DSD stands for Duales System Deutschland (Dual System Germany), a company established in 1990.
In 1991, a special German packaging ordinance came into force and required product manufacturers and vendors to take back packaging once the products have been used and arranged for their recycling. DSD organizes this system.
Packaging marked what is called the Grüner Punkt or green dot is part of this system. Only packaging with the green dot is supposed to be placed either in special yellow plastic bags placed outside for pickup, or placed in yellow recycling containers.
Refuse companies say that in international comparisons, Germans are number one in recycling their packaging. But the figures are disputed.
According to DSD, largely a monopoly in the recycling sector, each consumer in Germany recycles around 76 kilograms (167 pounds) of packaging a year.

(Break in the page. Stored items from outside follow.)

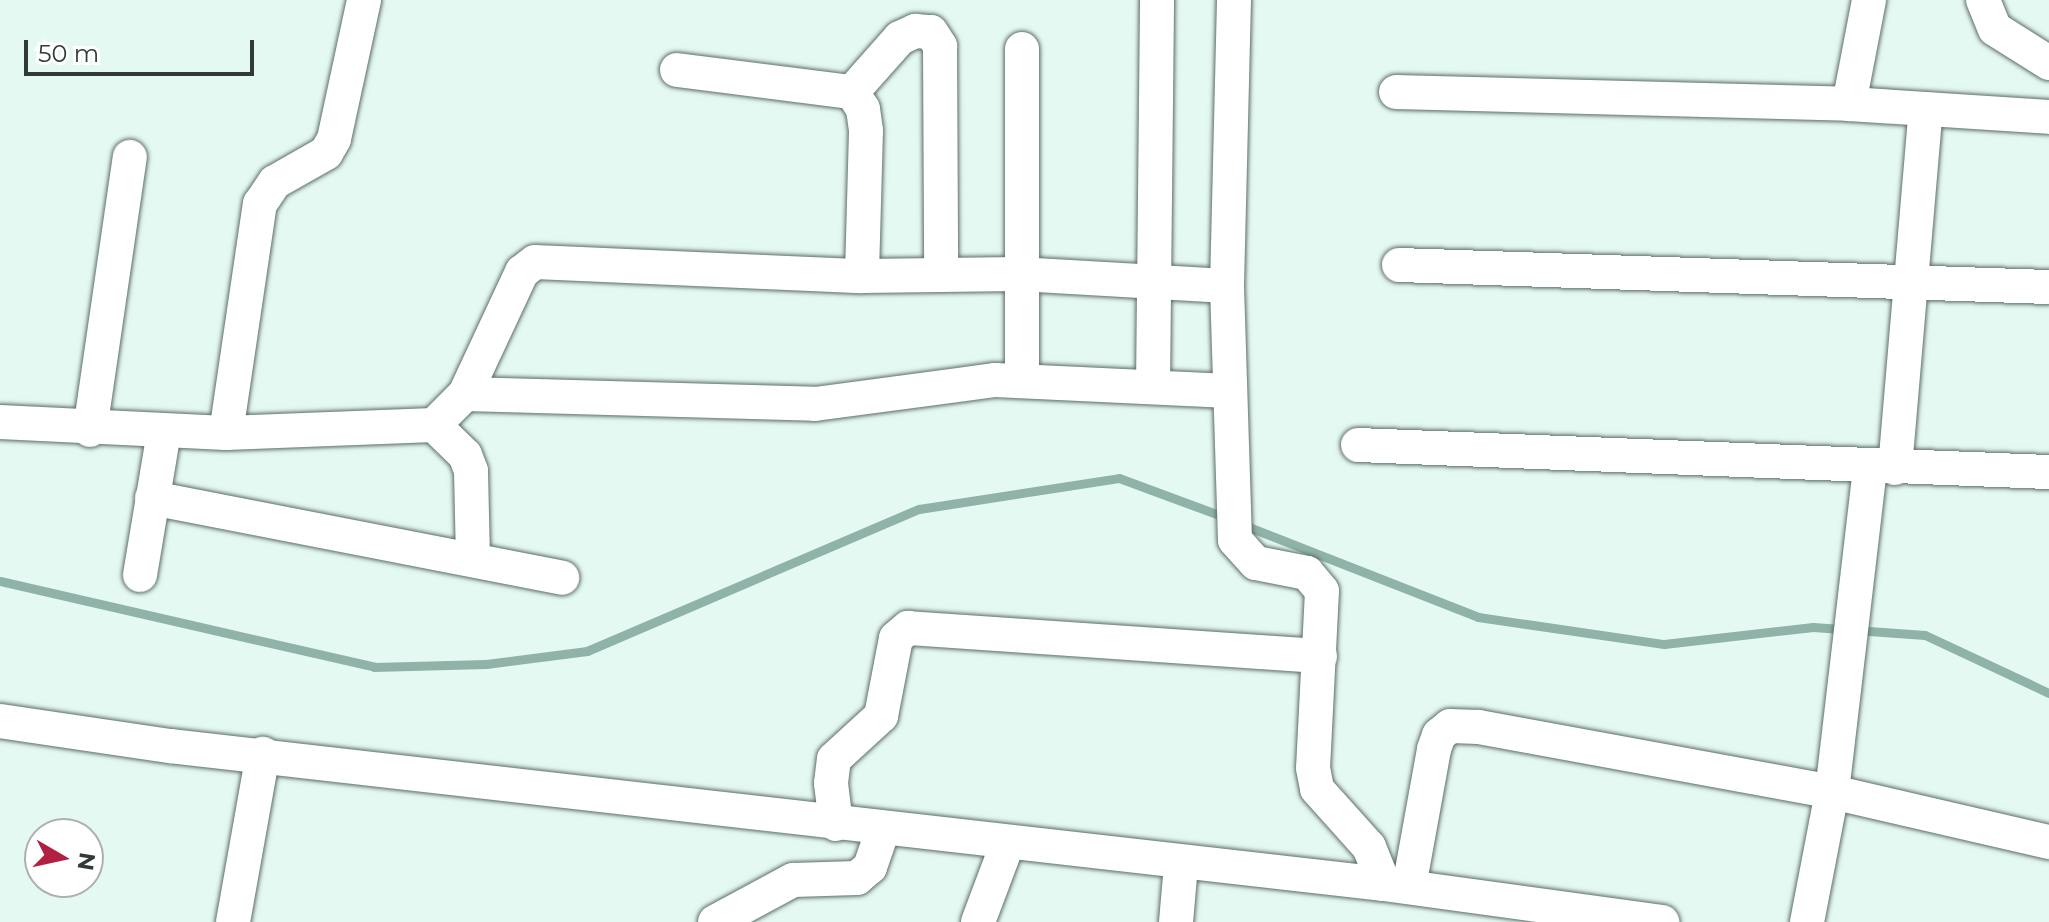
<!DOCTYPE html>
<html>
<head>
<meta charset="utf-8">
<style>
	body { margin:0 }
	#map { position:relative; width:2049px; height:922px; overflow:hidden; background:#e5f9f3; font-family:Montserrat,sans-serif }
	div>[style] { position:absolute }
	.stream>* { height:9px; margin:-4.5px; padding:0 4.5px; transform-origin:4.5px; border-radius:4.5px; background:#8fb3a8 }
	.roads { filter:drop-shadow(0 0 2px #5c6d68) drop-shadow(0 0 2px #5c6d68) }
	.minor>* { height:34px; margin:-17px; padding:0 17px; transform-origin:17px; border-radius:17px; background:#fff }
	span { translate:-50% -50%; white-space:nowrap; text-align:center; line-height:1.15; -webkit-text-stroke:8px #fff; paint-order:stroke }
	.north { position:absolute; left:24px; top:818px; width:80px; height:80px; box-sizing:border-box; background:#fff; border:2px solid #adb0af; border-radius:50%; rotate:99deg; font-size:22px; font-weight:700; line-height:32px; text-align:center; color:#323a38 }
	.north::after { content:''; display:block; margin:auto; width:28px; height:36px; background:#b21f41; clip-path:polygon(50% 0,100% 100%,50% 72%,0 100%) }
	.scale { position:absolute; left:24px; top:40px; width:230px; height:36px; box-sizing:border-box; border:4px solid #323a38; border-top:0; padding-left:10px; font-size:24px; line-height:28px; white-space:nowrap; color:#323a38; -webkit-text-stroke:6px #fff; paint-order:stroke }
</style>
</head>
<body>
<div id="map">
	<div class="stream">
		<div style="left:1241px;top:524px;width:255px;rotate:21.4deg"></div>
		<div style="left:1478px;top:617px;width:188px;rotate:8.3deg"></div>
		<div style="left:1664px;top:644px;width:150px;rotate:-6.5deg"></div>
		<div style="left:1813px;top:627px;width:112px;rotate:4.1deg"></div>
		<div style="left:1925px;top:635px;width:137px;rotate:25.1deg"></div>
		<div style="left:0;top:581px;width:384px;rotate:12.9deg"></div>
		<div style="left:374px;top:667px;width:112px;rotate:-1.5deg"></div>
		<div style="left:486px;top:664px;width:102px;rotate:-7.3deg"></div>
		<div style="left:587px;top:651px;width:361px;rotate:-23.2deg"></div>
		<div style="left:919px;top:509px;width:202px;rotate:-8.8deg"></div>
		<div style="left:1119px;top:478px;width:115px;rotate:20.3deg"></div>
	</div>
	<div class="roads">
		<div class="minor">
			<div style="left:1234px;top:0;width:286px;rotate:91.4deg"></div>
			<div style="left:1227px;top:286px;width:254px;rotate:88.2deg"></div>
			<div style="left:1235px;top:540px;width:31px;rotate:48deg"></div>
			<div style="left:1256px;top:563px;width:52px;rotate:11.1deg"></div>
			<div style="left:1307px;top:573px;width:23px;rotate:50deg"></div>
			<div style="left:1322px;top:591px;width:177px;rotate:92.9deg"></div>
			<div style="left:1313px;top:768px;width:21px;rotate:79deg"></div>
			<div style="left:1317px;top:789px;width:78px;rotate:48.1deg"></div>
			<div style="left:1369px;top:847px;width:40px;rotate:68deg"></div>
			<div style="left:1983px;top:0;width:31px;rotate:68deg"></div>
			<div style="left:1995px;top:29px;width:64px;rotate:32.2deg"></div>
			<div style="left:677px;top:70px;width:176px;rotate:7.2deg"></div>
			<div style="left:852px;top:92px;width:20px;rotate:57deg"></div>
			<div style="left:863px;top:109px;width:22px;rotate:82deg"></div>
			<div style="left:866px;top:131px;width:145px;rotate:91.6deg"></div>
			<div style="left:852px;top:92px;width:72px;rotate:-48.4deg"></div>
			<div style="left:900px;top:38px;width:17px;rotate:-25deg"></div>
			<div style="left:915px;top:31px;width:16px;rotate:4deg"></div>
			<div style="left:931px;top:32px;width:17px;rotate:57deg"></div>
			<div style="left:940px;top:46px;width:229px;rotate:89.7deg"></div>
			<div style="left:1396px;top:92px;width:453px;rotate:1.5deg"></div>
			<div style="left:1849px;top:104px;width:200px;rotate:3.7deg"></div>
			<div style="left:1849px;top:104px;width:106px;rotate:-79.1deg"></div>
			<div style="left:1399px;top:265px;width:650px;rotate:1.94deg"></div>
			<div style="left:1022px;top:381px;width:332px;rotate:-90deg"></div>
			<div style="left:1153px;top:387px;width:387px;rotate:-89.4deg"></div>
			<div style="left:465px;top:394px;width:350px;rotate:1.6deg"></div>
			<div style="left:815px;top:404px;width:182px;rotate:-7.6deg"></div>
			<div style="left:995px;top:380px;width:234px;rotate:2.7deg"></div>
			<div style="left:0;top:422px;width:226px;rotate:2.8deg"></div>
			<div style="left:226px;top:433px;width:208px;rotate:-2.2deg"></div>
			<div style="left:434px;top:425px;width:44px;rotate:-45deg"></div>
			<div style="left:465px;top:394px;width:135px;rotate:-65deg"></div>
			<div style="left:522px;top:272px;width:16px;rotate:-38deg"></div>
			<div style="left:535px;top:262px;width:327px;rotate:2.5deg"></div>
			<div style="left:862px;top:276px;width:157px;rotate:-0.7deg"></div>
			<div style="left:1019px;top:274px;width:208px;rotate:3.3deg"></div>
			<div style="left:434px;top:425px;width:43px;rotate:44.1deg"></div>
			<div style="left:465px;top:455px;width:17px;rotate:69deg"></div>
			<div style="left:471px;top:471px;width:88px;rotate:88.7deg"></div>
			<div style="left:90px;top:430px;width:276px;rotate:-81.7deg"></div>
			<div style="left:226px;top:433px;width:232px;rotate:-81.6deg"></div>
			<div style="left:260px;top:204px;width:27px;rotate:-56deg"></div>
			<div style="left:275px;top:182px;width:59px;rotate:-29.6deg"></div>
			<div style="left:326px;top:153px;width:16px;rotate:-60deg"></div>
			<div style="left:334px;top:139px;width:142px;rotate:-77.8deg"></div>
			<div style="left:1358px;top:445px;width:692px;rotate:2.24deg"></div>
			<div style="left:1895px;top:468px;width:360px;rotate:-85.1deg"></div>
			<div style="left:152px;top:498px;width:418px;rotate:11deg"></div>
			<div style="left:140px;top:575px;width:145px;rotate:-80.5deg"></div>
			<div style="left:0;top:721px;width:172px;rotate:8.4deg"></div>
			<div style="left:170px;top:746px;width:1222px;rotate:6.49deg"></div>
			<div style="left:1384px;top:884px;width:281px;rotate:7.8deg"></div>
			<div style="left:836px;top:824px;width:41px;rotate:-97deg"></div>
			<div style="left:831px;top:783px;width:24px;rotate:-83deg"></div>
			<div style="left:834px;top:759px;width:64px;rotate:-42.5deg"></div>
			<div style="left:881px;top:716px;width:79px;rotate:-79.1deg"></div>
			<div style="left:896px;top:638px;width:16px;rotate:-40deg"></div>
			<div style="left:908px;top:628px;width:413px;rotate:3.9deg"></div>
			<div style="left:1409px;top:887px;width:140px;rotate:-79.7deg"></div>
			<div style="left:1434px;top:749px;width:15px;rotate:-70deg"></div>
			<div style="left:1439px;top:735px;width:14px;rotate:-39deg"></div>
			<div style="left:1450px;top:726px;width:29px;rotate:2deg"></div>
			<div style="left:1479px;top:727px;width:359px;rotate:10.4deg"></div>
			<div style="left:1832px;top:792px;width:223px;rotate:13deg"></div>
			<div style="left:233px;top:922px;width:171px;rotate:-79.9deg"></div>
			<div style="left:715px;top:922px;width:89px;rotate:-28.3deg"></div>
			<div style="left:793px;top:880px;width:64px;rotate:-1.8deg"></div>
			<div style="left:857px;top:878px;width:17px;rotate:-40deg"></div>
			<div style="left:870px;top:867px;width:39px;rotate:-71deg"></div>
			<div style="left:978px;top:922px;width:82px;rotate:-69.4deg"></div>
			<div style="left:1176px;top:922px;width:57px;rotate:-85deg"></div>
			<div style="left:1807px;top:922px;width:132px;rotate:-79.1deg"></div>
			<div style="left:1832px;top:792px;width:327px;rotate:-83.3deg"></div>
		</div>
	</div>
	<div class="north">N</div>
	<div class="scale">50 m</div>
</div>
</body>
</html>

Critics say that translates into about 30 items of packaging per day, which they claim is unrealistic. They estimate that on the average, each person recycles around 26 kilograms of DSD trash annually.
What's a recyclable wrapping?
But does everyone separate properly? Do they put only "green dot" product wrappings in the yellow bags and boxes?
Jürgen Lennertz, director of the Remondis plant in Cologne, said that "people throw from 30 to 50 percent of packaging without the green dot into the yellow containers."
What is thrown in there is everything from plastic pots for plants to garden hoses. Udo Koch, Remondis operations manager, hit the point home with the rhetorical question: "Now is that packaging?"
Koch also said people also throw frying pans, cameras and even dirty diapers into the yellow recycling bins.
The good news is that modern sorting machines can recognize and categorize about 90 percent of rubbish, leaving about 5 percent to be sorted by hand.
The bigger picture
So machines do help Germans be international leaders in divvying up their trash. Koch said there is a reason for it all.
"I think a lot of people are thinking about the climate right now," he said. "The amount of energy necessary to recycle product wrappings is much less than what you need to produce the packaging in the first place."
Critics, however, disagree. They say more energy is needed to recycle smaller wrapping items than to generate them.
Either way, around 50 percent to 70 percent of the "yellow bin content" can be recycled.
The rest, which cannot is incinerated, also generates energy. The Cologne-based AVG, a waste management and incineration company, said it could pass along 400,000 megawatts of power and 230,000 tons of steam to the energy industry in 2006 resulting from waste incineration.